Accumulators (aka: share forward accumulators) are financial derivative products sold by an issuer (seller) to investors (the buyer) that require the buyers to buy shares of some underlying security at a predetermined strike price, settled periodically.[1] This allows the investor to "accumulate" holdings in the underlying security over the term of the contract; this then constitutes a structured product.

Sometimes known as "I kill you later"[1] contracts, accumulators typically last for a year or less and terminate early ("knock-out") if the stock price goes above a threshold ("barrier").

The basic idea of an accumulator contract is that the buyer speculates a company will trade between a certain price range (the range between the strike and the knock out price) within the contract period, and the issuer bets that stock will fall below the strike price. Note that the buyer holds an obligation to buy the shares at the strike price and not the option to buy. Likewise, the issuer holds an obligation to sell shares at the strike price.

Contract specifications

Terms of the accumulator contract between two counterparties are specified in a term sheet. They will usually include the following:

  • The Reference Shares ("the shares"), or the underlying security of the contract.
  • The quantity and class of shares (if there are more than one class).
  • The strike price, also called the exercise price. This is price at which the issuer will sell shares to the investor.
  • The settlement dates, this is the dates on which shares will change hands from the Issuer to the buyer.
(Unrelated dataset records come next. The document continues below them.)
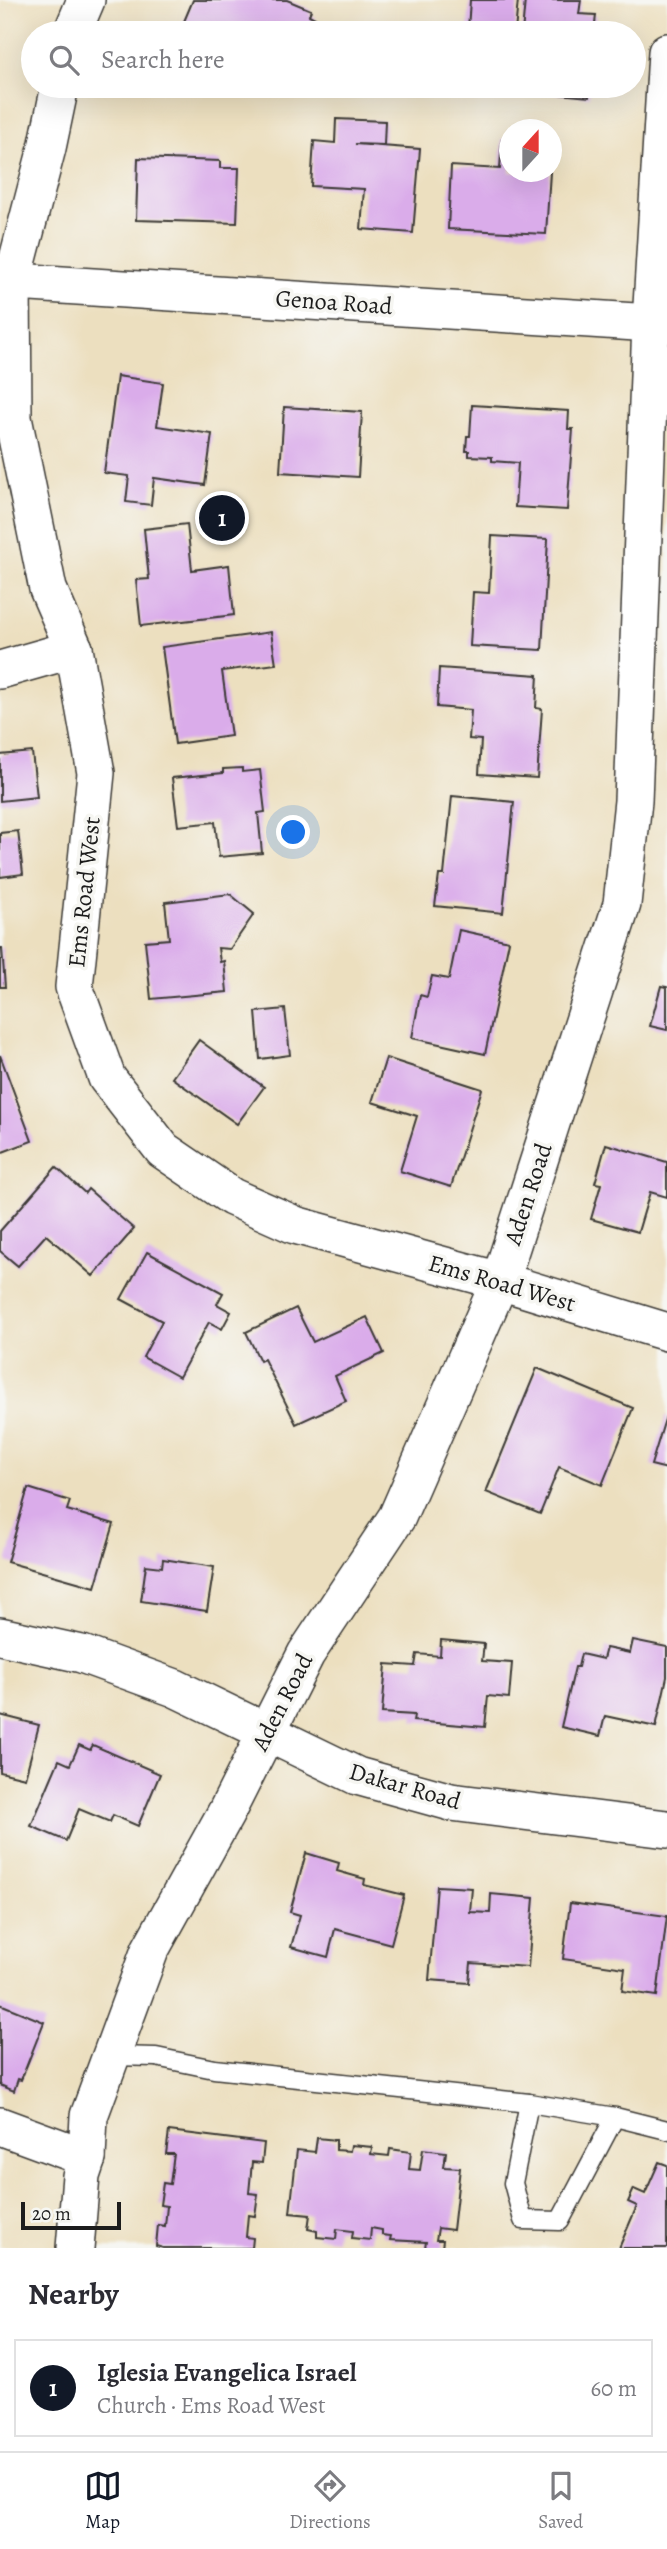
<!DOCTYPE html>
<meta charset="utf-8">
<style>
body{margin:0;font-family:Alegreya,serif;background:#f7f7f7;color:#2b2b33}
.compass{position:absolute;left:499px;top:119px;width:63px;height:63px;border-radius:50%;background:#fff;box-shadow:0 7px 28px #0002;rotate:21deg}
.scale{position:absolute;left:21px;bottom:18px;width:100px;box-sizing:border-box;padding-left:7px;border:4px solid #1c1c1c;border-top:0;font-size:19px;line-height:24px;white-space:nowrap;color:#1c1c1c;-webkit-text-stroke:5px #f6f6f2;paint-order:stroke}
.you{position:absolute;left:294px;top:833px;width:24px;height:24px;margin:-18px;border:5px solid #fff;border-radius:50%;background:#1a73e8;box-shadow:0 0 0 10px #1a73e833}
.badge{display:grid;place-items:center;width:46px;height:46px;border-radius:50%;background:#111827;color:#fff;font-size:23px;font-weight:700}
.pin{position:absolute;translate:-50% -50%;border:4px solid #fff;box-shadow:0 2px 7px #0006}
.list{margin:0;padding:0;list-style:none}
h2{display:flex;justify-content:space-between;align-items:center;height:91px;margin:0;padding:0 28px;font-size:30px}
h2 small{font-size:23px;font-weight:400;color:#7c7c81}
.list li{display:grid;grid-template-columns:46px 1fr auto;gap:21px;align-items:center;box-sizing:border-box;height:98px;margin:0 14px 14px;padding:0 14px;border:2px solid #e1e1e2;border-radius:0px}
.list b{display:block;font-size:26px;white-space:nowrap}
.list p{margin:0;font-size:23px;white-space:nowrap;color:#7c7c81}
.list em{font-size:23px;font-style:normal;color:#7c7c81}
.icon{flex:none;width:38px;height:38px;fill:none;stroke:currentColor;stroke-width:2;stroke-linecap:round;stroke-linejoin:round}
.map{position:relative;flex:none;width:667px;height:2248px;overflow:hidden}
.search{position:absolute;background:#fff;box-shadow:0 7px 28px #0002;left:21px;right:21px;top:21px;height:77px;display:flex;align-items:center;gap:18px;box-sizing:border-box;padding:0 24px;border-radius:38px;color:#7c7c81;font-size:26px}
.sheet{height:203px;background:#fff}
nav{display:flex;justify-content:space-around;align-items:center;box-sizing:border-box;height:98px;border-top:2px solid #e1e1e2;background:#fff;font-size:19px;color:#7c7c81}
nav a{display:grid;justify-items:center;gap:4px}
nav .on{color:#111827}
.map>svg:first-child{display:block}
.building{fill:#daacea}
.lines{fill:none;stroke-linecap:round;stroke-linejoin:round}
.lane-casing{stroke:#3b3934;stroke-width:21}
.street-casing{stroke:#3b3934;stroke-width:40}
.lane{stroke:#fff;stroke-width:18}
.street{stroke:#fff;stroke-width:37}
.labels{text-anchor:middle;stroke-width:7;stroke-linejoin:round;paint-order:stroke}
.street-label{font-size:24px;fill:#1c1c1c;stroke:#f6f6f2}
</style>
<div class="map">
<svg width="667" height="2248" viewBox="0 0 667 2248">
<rect width="100%" height="100%" fill="#f6f6f2"/>
<filter id="ink" filterUnits="userSpaceOnUse"><feTurbulence type="fractalNoise" baseFrequency=".0143" numOctaves="2"/><feDisplacementMap in="SourceGraphic" scale="14" xChannelSelector="R" yChannelSelector="G"/><feConvolveMatrix kernelMatrix="1 2 1 2 8 2 1 2 1" color-interpolation-filters="sRGB"/></filter>
<filter id="wash" filterUnits="userSpaceOnUse"><feTurbulence type="fractalNoise" baseFrequency=".00686" numOctaves="4" result="noise"/><feDisplacementMap in="SourceGraphic" scale="28" xChannelSelector="R" yChannelSelector="G"/><feGaussianBlur stdDeviation="1.57" result="paint"/><feColorMatrix in="noise" values="0 0 0 0 0 0 0 0 0 0 0 0 0 0 0 0 0 1.4 0 .05"/><feComposite in="paint" operator="in"/></filter>
<g filter="url(#wash)">
<rect width="100%" height="100%" fill="#ecdfbf"/>
<g id="blocks">
<g class="building">
<polygon points="193,0 287,0 311,10 309,15 315,18 308,33 256,33 250,31 249,33 173,33 175,28 180,31"/>
<polygon points="470,0 518,0 515,32 468,29"/>
<polygon points="525,0 581,0 579,14 596,15 594,33 522,33"/>
<polygon points="518,86 590,86 589,97 517,90"/>
<polygon points="336,119 385,121 384,145 355,144 420,149 413,233 361,229 364,189 311,186 314,141 335,143"/>
<polygon points="502,139 510,139 510,172 550,172 546,234 448,229 451,166 500,169"/>
<polygon points="138,158 220,161 220,168 239,168 237,223 136,220"/>
<polygon points="117,376 163,383 157,426 212,434 205,485 154,478 151,505 126,502 129,476 104,473"/>
<polygon points="472,405 569,411 568,429 573,429 567,510 515,507 518,463 492,461 492,457 469,456 469,451 466,451 467,436 470,436"/>
<polygon points="284,407 362,412 358,477 280,472"/>
<polygon points="187,524 192,570 229,565 234,615 141,626 136,580 149,579 144,529"/>
<polygon points="492,536 548,539 542,650 470,646 473,592 489,593"/>
<polygon points="271,632 276,664 222,671 231,736 175,744 162,647"/>
<polygon points="439,668 538,675 536,708 542,709 537,778 479,774 481,740 469,739 471,710 437,707"/>
<polygon points="32,752 37,797 0,801 0,755"/>
<polygon points="242,768 242,772 260,770 265,812 258,813 262,853 219,857 215,822 178,826 172,778 223,773 223,769"/>
<polygon points="452,796 514,802 503,913 435,906 439,875 444,875"/>
<polygon points="18,831 23,874 0,877 0,833"/>
<polygon points="230,894 254,914 230,949 218,948 220,962 224,961 227,992 151,999 145,941 169,939 165,902"/>
<polygon points="459,930 509,941 485,1054 412,1038 420,995 427,997 432,976 449,979"/>
<polygon points="0,948 2,948 5,987 0,987"/>
<polygon points="661,986 667,987 667,1030 650,1026"/>
<polygon points="285,1009 290,1055 260,1059 256,1012"/>
<polygon points="199,1040 264,1087 237,1124 172,1078"/>
<polygon points="0,1055 32,1141 0,1153"/>
<polygon points="386,1058 482,1089 451,1187 400,1171 417,1116 372,1102"/>
<polygon points="606,1144 667,1162 667,1197 650,1192 638,1232 591,1219 601,1184 595,1183"/>
<polygon points="56,1167 85,1193 88,1189 134,1229 93,1276 46,1235 18,1266 0,1251 0,1231"/>
<polygon points="147,1252 223,1293 217,1304 231,1312 222,1329 209,1322 179,1377 143,1357 162,1321 121,1299"/>
<polygon points="296,1308 313,1342 367,1317 384,1353 335,1376 346,1401 296,1424 264,1359 260,1361 246,1332"/>
<polygon points="537,1368 633,1408 602,1485 559,1467 540,1514 486,1492"/>
<polygon points="666,1416 667,1416 667,1469 651,1465"/>
<polygon points="28,1488 70,1501 67,1510 114,1524 95,1587 7,1562"/>
<polygon points="163,1559 214,1567 207,1611 141,1601 146,1565 162,1567"/>
<polygon points="441,1640 484,1644 482,1661 512,1663 509,1698 488,1696 485,1727 413,1721 414,1715 382,1713 386,1664 415,1666 417,1654 440,1656"/>
<polygon points="633,1640 667,1647 667,1677 656,1727 605,1716 600,1736 561,1727 575,1667 578,1667 581,1654 603,1659 606,1648 630,1653"/>
<polygon points="0,1715 39,1725 25,1778 0,1772"/>
<polygon points="79,1745 90,1750 93,1745 160,1774 138,1826 113,1815 110,1822 79,1809 66,1841 31,1826 59,1760 70,1765"/>
<polygon points="306,1853 339,1863 337,1871 365,1879 364,1885 404,1895 391,1944 335,1929 328,1957 291,1947 300,1915 290,1912"/>
<polygon points="437,1886 472,1888 470,1912 490,1913 491,1894 534,1898 528,1967 471,1963 469,1983 429,1980"/>
<polygon points="570,1903 667,1916 657,1996 622,1991 625,1968 563,1959"/>
<polygon points="0,2004 44,2022 21,2080 18,2079 14,2091 0,2085"/>
<polygon points="169,2131 264,2143 262,2163 252,2162 249,2193 258,2194 255,2216 248,2215 246,2237 253,2238 252,2248 163,2248 156,2246 158,2225 165,2226 167,2206 160,2205 163,2183 170,2184 174,2154 166,2154"/>
<polygon points="317,2138 336,2140 336,2150 350,2151 351,2145 372,2147 371,2154 389,2156 390,2149 411,2152 409,2169 420,2170 423,2149 446,2152 444,2167 460,2168 453,2230 438,2228 436,2240 443,2240 442,2248 425,2248 426,2242 390,2240 391,2236 382,2235 382,2230 371,2228 370,2240 352,2238 353,2231 337,2229 336,2239 317,2237 317,2231 308,2229 310,2215 290,2213 297,2150 315,2152"/>
<polygon points="659,2162 667,2165 667,2248 619,2248 637,2206 628,2202 634,2189 645,2194"/>
</g>
</g>
</g>
<g filter="url(#ink)">
<use href="#blocks" fill-opacity="0" stroke="#3b3934" stroke-width="2"/>
<g class="lines">
<defs>
<g id="lane">
<polyline points="112,2056 156,2057 214,2069 529,2103 615,2117 667,2130"/>
<polyline points="529,2103 513,2183 523,2220 560,2221 615,2117"/>
</g>
<g id="street">
<polyline points="72,33 86,0"/>
<polyline points="60,86 47,148 12,282 13,418 48,589 74,649 96,773 74,987 107,1078 163,1150 232,1197 295,1225 500,1281 667,1332"/>
<polyline points="0,281 667,324"/>
<polyline points="0,670 74,649"/>
<polyline points="0,1636 82,1654 175,1688 357,1776 451,1802 667,1829"/>
<polyline points="0,2126 87,2158"/>
<polyline points="75,2248 81,2176 87,2158 89,2116 150,1950 226,1813 306,1654 397,1517 500,1281 622,904 633,801 651,323 667,52"/>
</g>
</defs>
<use href="#lane" class="lane-casing"/>
<use href="#street" class="street-casing"/>
<use href="#lane" class="lane"/>
<use href="#street" class="street"/>
</g>
</g>
<g class="labels">
<g class="street-label">
<text transform="translate(334 302) rotate(4)" y="8">Genoa Road</text>
<text transform="translate(84 892) rotate(-84)" y="8">Ems Road West</text>
<text transform="translate(528 1194) rotate(-72)" y="8">Aden Road</text>
<text transform="translate(502 1283) rotate(16)" y="8">Ems Road West</text>
<text transform="translate(282 1702) rotate(-63)" y="8">Aden Road</text>
<text transform="translate(405 1786) rotate(16)" y="8">Dakar Road</text>
</g>
</g>
</svg>
<svg class="compass" viewBox="-18 -18 36 36"><path d="M0-13l5 13h-10z" fill="#e53935"/><path d="M0 13l5-13h-10z" fill="#7c7c81"/></svg>
<div class="scale">20 m</div>
<div class="you"></div>
<div class="pin badge" style="left:222px;top:518px">1</div>
<div class="search"><svg class="icon" aria-label="search" viewBox="0 0 24 24"><circle cx="10" cy="10" r="6"/><path d="M15 15l6 6"/></svg>Search here</div>
</div>
<section class="sheet">
<h2>Nearby<small></small></h2>
<ul class="list">
<li><span class="badge">1</span><div><b>Iglesia Evangelica Israel</b><p>Church · Ems Road West</p></div><em>60 m</em></li>
</ul>
</section>
<nav>
<a class="on"><svg class="icon" aria-label="map" viewBox="0 0 24 24"><path d="M3 6l6-2 6 2 6-2v14l-6 2-6-2-6 2zM9 4v14M15 6v14"/></svg>Map</a>
<a><svg class="icon" aria-label="directions" viewBox="0 0 24 24"><path d="M12 3l9 9-9 9-9-9zM9 14v-3h6M13 9l2 2-2 2"/></svg>Directions</a>
<a><svg class="icon" aria-label="saved" viewBox="0 0 24 24"><path d="M7 4h10v16l-5-4-5 4z"/></svg>Saved</a>
</nav>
There should be more than one settlement day in an accumulator contract, or else it will not be "accumulating".
  • The knock out price, this sets the top limit price the underlying equity can reach before the contract is "knocked out" and whatever outstanding shares accumulated prior to that day are settled
  • Shares per day, this is the maximum number of shares the buyer can "accumulate" per day.
  • The trade day, this is the day the contract was sold/bought.
  • The first accumulation day, this is the day that accumulation begins.
  • The Initial Knock-out day, this is the first day that knock out can occur.